Published on 5/25/2007 on Press Telegram

Despite an encircling breakwater, Long Beach's shoreline has enjoyed a reputation for ocean water as clean as anywhere in Southern California, until this year. Now it is among the worst. No one can explain the abrupt change, but we can guess at least part of the reason: Too many people who don't know enough or care enough to keep their filth from draining into the sea.

 

Heal the Bay, which monitors the quality of California's ocean waters for illness-causing fecal bacteria, released its annual Beach Report Card this week to alert those who swim and surf to the best and the worst places. Statewide, 82 percent of beaches were good to excellent (grades of A and B).

 

But L.A. County got the lowest marks, and that's where most of the swimmers and surfers go. At the bottom of the list was Long Beach, where nearly all the 25 test locations got Cs, Ds, or even Fs.

 

This was the most negative turnaround in 17 years of testing, according to Mark Gold, president of Heal the Bay.
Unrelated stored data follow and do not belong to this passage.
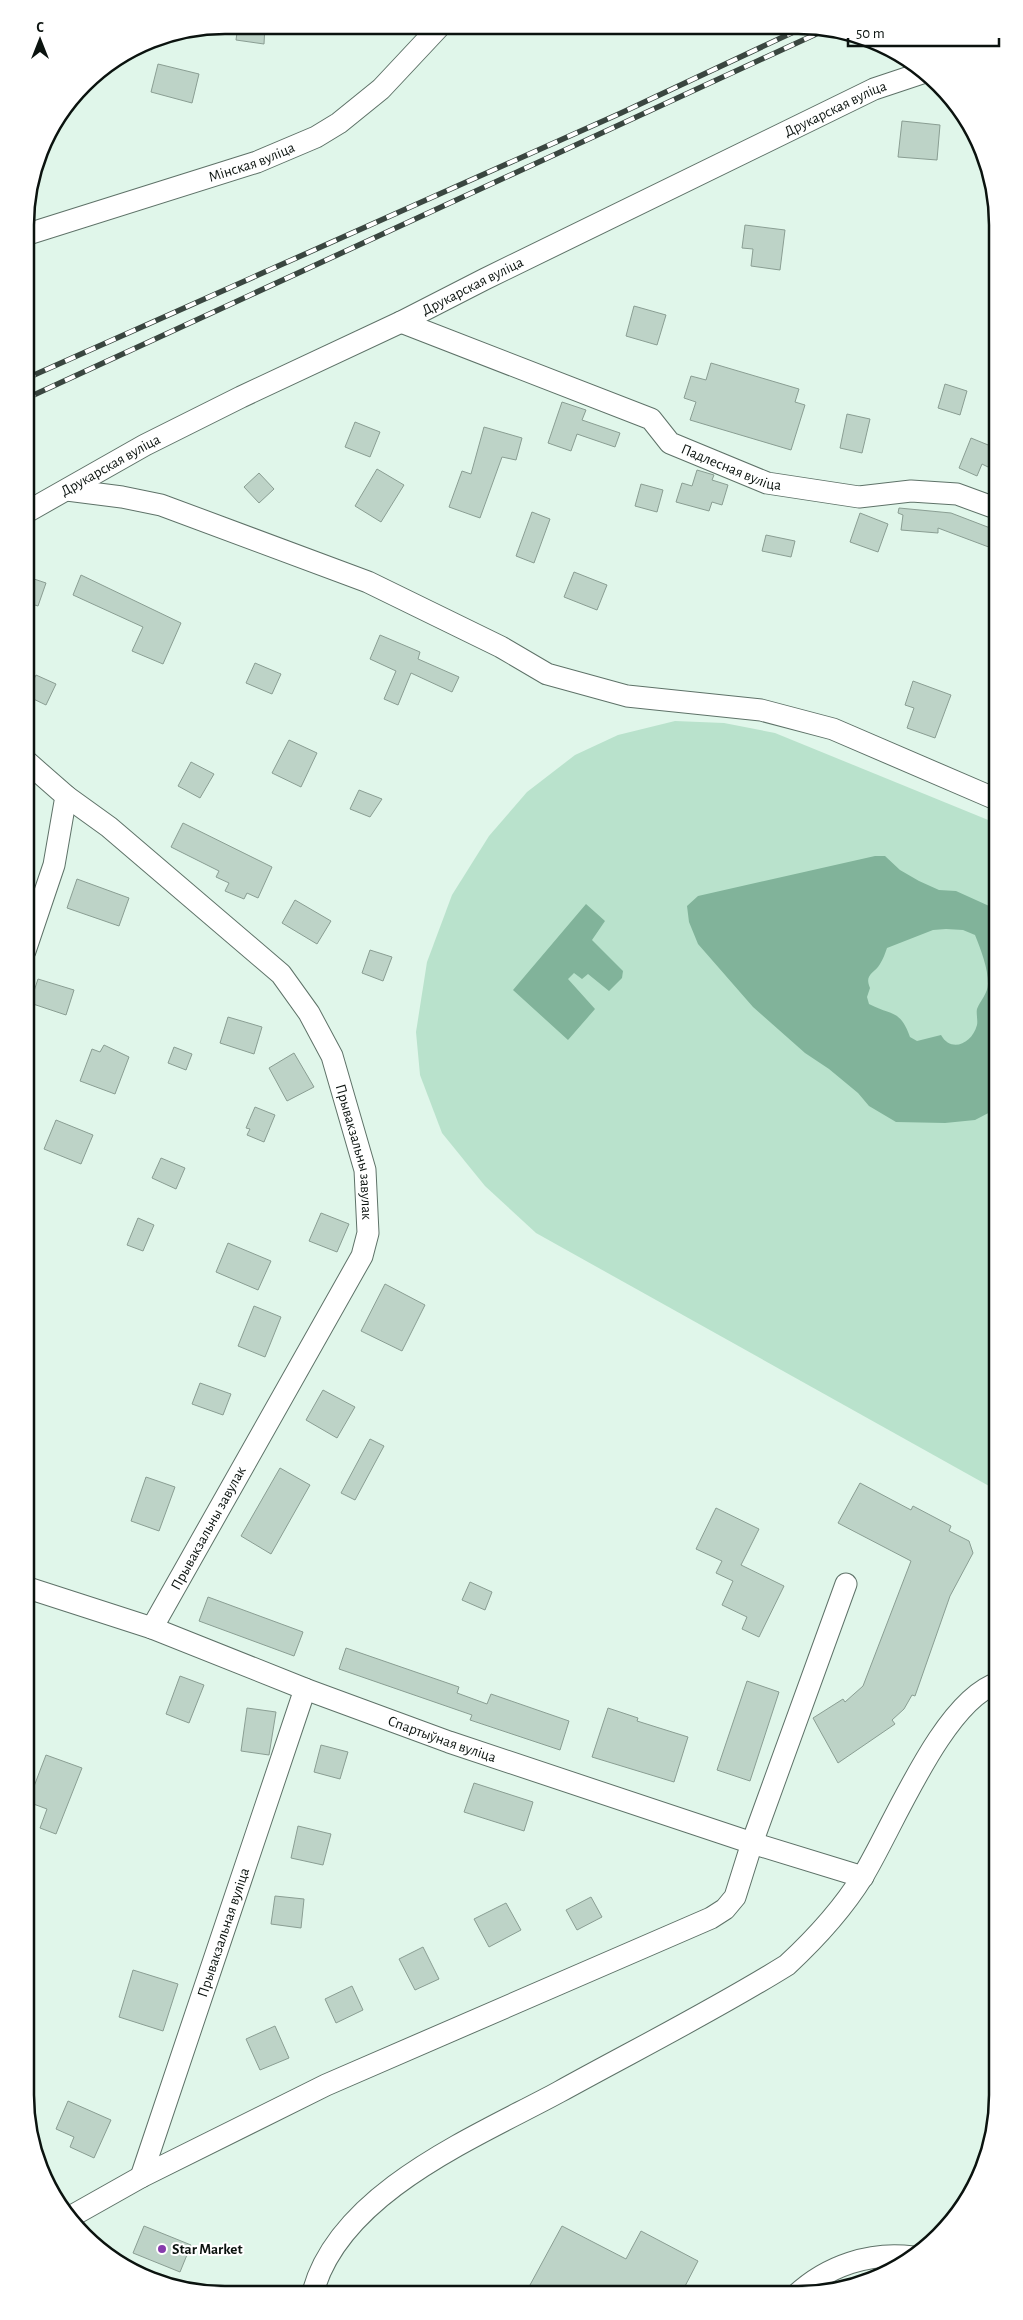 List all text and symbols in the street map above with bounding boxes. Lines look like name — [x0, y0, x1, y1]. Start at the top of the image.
north arrow — [15, 15, 65, 65]
scale bar — [848, 15, 999, 47]
text: С — [36, 21, 44, 35]
text: 50 m — [856, 26, 885, 41]
street label: Друкарская вуліца — [782, 78, 889, 140]
street label: Мінская вуліца — [207, 140, 297, 185]
street label: Друкарская вуліца — [419, 254, 526, 318]
street label: Друкарская вуліца — [58, 432, 163, 499]
street label: Падлесная вуліца — [679, 441, 783, 493]
street label: Прывакзальны завулак — [332, 1082, 374, 1220]
street label: Прывакзальны завулак — [168, 1464, 249, 1593]
street label: Спартыўная вуліца — [386, 1713, 498, 1765]
street label: Прывакзальная вуліца — [195, 1866, 252, 1999]
place label: Star Market — [172, 2242, 243, 2257]
marker: Star Market — [156, 2243, 168, 2255] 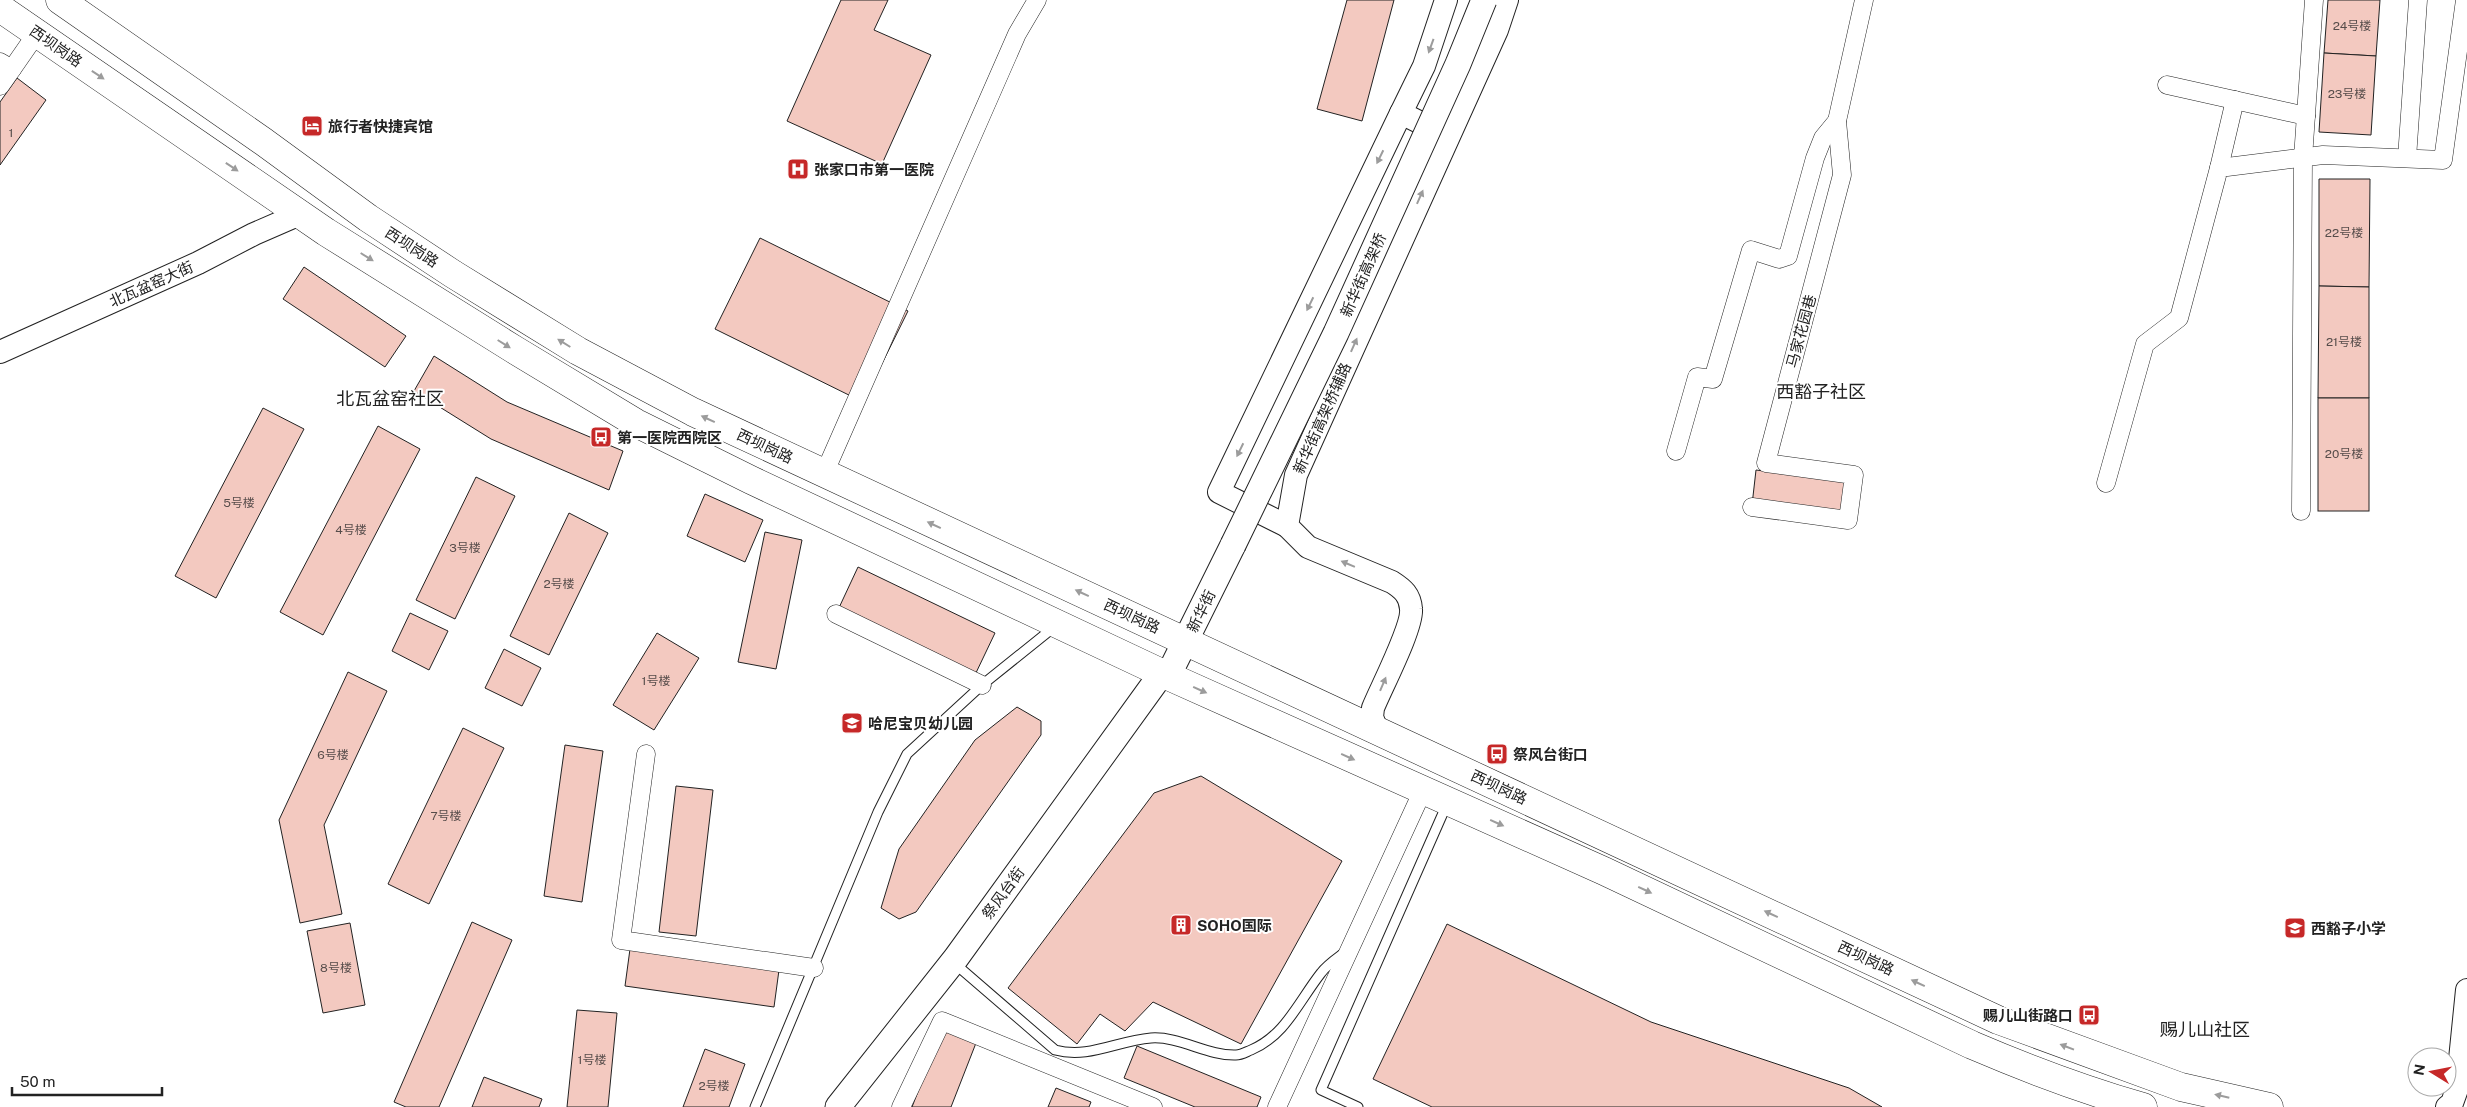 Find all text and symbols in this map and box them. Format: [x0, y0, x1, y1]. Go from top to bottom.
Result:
house number: 24号楼 [2333, 19, 2371, 33]
street label: 西坝岗路 [27, 22, 85, 70]
one-way arrow [1427, 39, 1434, 54]
one-way arrow [91, 70, 105, 80]
house number: 23号楼 [2328, 87, 2366, 101]
hotel icon: 旅行者快捷宾馆 [300, 114, 324, 138]
place label: 旅行者快捷宾馆 [328, 118, 433, 135]
house number: 1 [9, 126, 13, 140]
one-way arrow [1376, 150, 1384, 164]
hospital icon: 张家口市第一医院 [786, 157, 810, 181]
place label: 张家口市第一医院 [814, 161, 934, 178]
one-way arrow [225, 162, 239, 172]
one-way arrow [1416, 190, 1424, 204]
street label: 西坝岗路 [382, 224, 442, 270]
house number: 22号楼 [2325, 226, 2363, 240]
street label: 新华街高架桥 [1337, 230, 1389, 320]
one-way arrow [360, 253, 373, 262]
street label: 北瓦盆窑大街 [106, 258, 196, 310]
street label: 马家花园巷 [1783, 293, 1819, 369]
one-way arrow [1305, 297, 1313, 311]
house number: 21号楼 [2326, 335, 2362, 349]
one-way arrow [558, 338, 571, 347]
one-way arrow [1350, 338, 1358, 352]
one-way arrow [498, 339, 511, 349]
street label: 新华街高架桥辅路 [1290, 360, 1354, 476]
district label: 西豁子社区 [1776, 381, 1866, 402]
district label: 北瓦盆窑社区 [336, 388, 444, 409]
one-way arrow [701, 415, 715, 423]
bus stop icon: 第一医院西院区 [589, 425, 613, 449]
street label: 西坝岗路 [734, 426, 796, 466]
place label: 第一医院西院区 [617, 429, 722, 446]
one-way arrow [1235, 443, 1243, 457]
house number: 20号楼 [2325, 447, 2363, 461]
house number: 5号楼 [223, 496, 255, 510]
one-way arrow [927, 521, 941, 529]
house number: 4号楼 [335, 523, 367, 537]
house number: 3号楼 [449, 541, 481, 555]
one-way arrow [1341, 559, 1356, 567]
house number: 2号楼 [543, 577, 575, 591]
street label: 新华街 [1183, 587, 1219, 635]
one-way arrow [1075, 588, 1089, 596]
street label: 西坝岗路 [1101, 596, 1163, 636]
house number: 1号楼 [642, 674, 670, 688]
one-way arrow [1380, 677, 1388, 691]
one-way arrow [1193, 687, 1207, 695]
school or university icon: 哈尼宝贝幼儿园 [840, 711, 864, 735]
place label: 哈尼宝贝幼儿园 [868, 715, 973, 732]
bus stop icon: 祭风台街口 [1485, 742, 1509, 766]
place label: 祭风台街口 [1513, 746, 1588, 763]
house number: 6号楼 [317, 748, 349, 762]
one-way arrow [1341, 753, 1355, 761]
street label: 西坝岗路 [1468, 767, 1530, 807]
house number: 7号楼 [430, 809, 462, 823]
one-way arrow [1490, 819, 1504, 827]
street label: 祭风台街 [978, 864, 1028, 922]
one-way arrow [1637, 886, 1652, 894]
one-way arrow [1764, 909, 1778, 917]
building icon: SOHO国际 [1169, 913, 1193, 937]
school or university icon: 西豁子小学 [2283, 916, 2307, 940]
place label: SOHO国际 [1197, 917, 1272, 934]
place label: 西豁子小学 [2311, 920, 2386, 937]
street label: 西坝岗路 [1835, 938, 1897, 978]
house number: 8号楼 [320, 961, 352, 975]
one-way arrow [1911, 978, 1925, 986]
bus stop icon: 赐儿山街路口 [2077, 1003, 2101, 1027]
place label: 赐儿山街路口 [1982, 1007, 2073, 1024]
district label: 赐儿山社区 [2160, 1019, 2250, 1040]
one-way arrow [2060, 1042, 2075, 1050]
north arrow [2407, 1047, 2457, 1097]
house number: 1号楼 [578, 1053, 606, 1067]
text: N [2410, 1063, 2428, 1077]
scale bar [12, 1064, 162, 1096]
text: 50 m [20, 1073, 55, 1090]
house number: 2号楼 [698, 1079, 730, 1093]
one-way arrow [2214, 1092, 2229, 1100]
One of the reasons for the poor grades is because testing in L.A. County has been toughened, which is a good thing. Water samples now are taken directly in front of storm drains, which are the worst places to swim or surf even in dry weather. When it rains, it's smart to stay out of the ocean, bays and lagoons altogether until the region's filthy drainage dissipates.

 

Long Beach's overall ratings, wet periods and dry, were the lowest, but among the 10 most polluted were such attractive beaches as Cabrillo, Venice, Surfrider in Malibu, Arroyo Burro in Santa Barbara and, of all places, Avalon Beach on supposedly pristine Catalina Island.

 

Why Avalon, so far removed from L.A.'s notorious urban runoff? At first, the locals blamed the bird population, but it turned out in 2003 some sewage lines were leaking. The pipes got relined, but it looks like there's more work to be done.

 

Long Beach has some stubborn local problems, such as Colorado Lagoon and Mother's Beach at Marine Stadium, where water circulates poorly and pump stations have had breakdowns. Also, the city's beaches are on the wrong end of the region's flood control system, which channels toxic waste along with the rainwater, directly to the sea.

 

What are the solutions? Heal the Bay says it will work with local officials. In some places, runoff must be diverted for treatment, at least during the dry season. Sewage lines in Long Beach are maintained decently, but in some nearby cities the waste pipes are ancient and conveniently ignored. The tolerance for pump-station failures should be zero, or close to it.

 

Residents on the receiving end of the flood plain will have differences with inland dwellers forever, but there is no room for indifference when it comes to poisonous waste. The least people can do is pick up after their millions of pets, quit overdosing lawns with insecticides, keep trash off the streets and generally start cleaning up after themselves rather than let their messes float downstream.

 

Heal the Bay performs a vital service with its water-quality report card. As has been said, whatever can be measured can be improved.

 This year, there is plenty of room for improvement.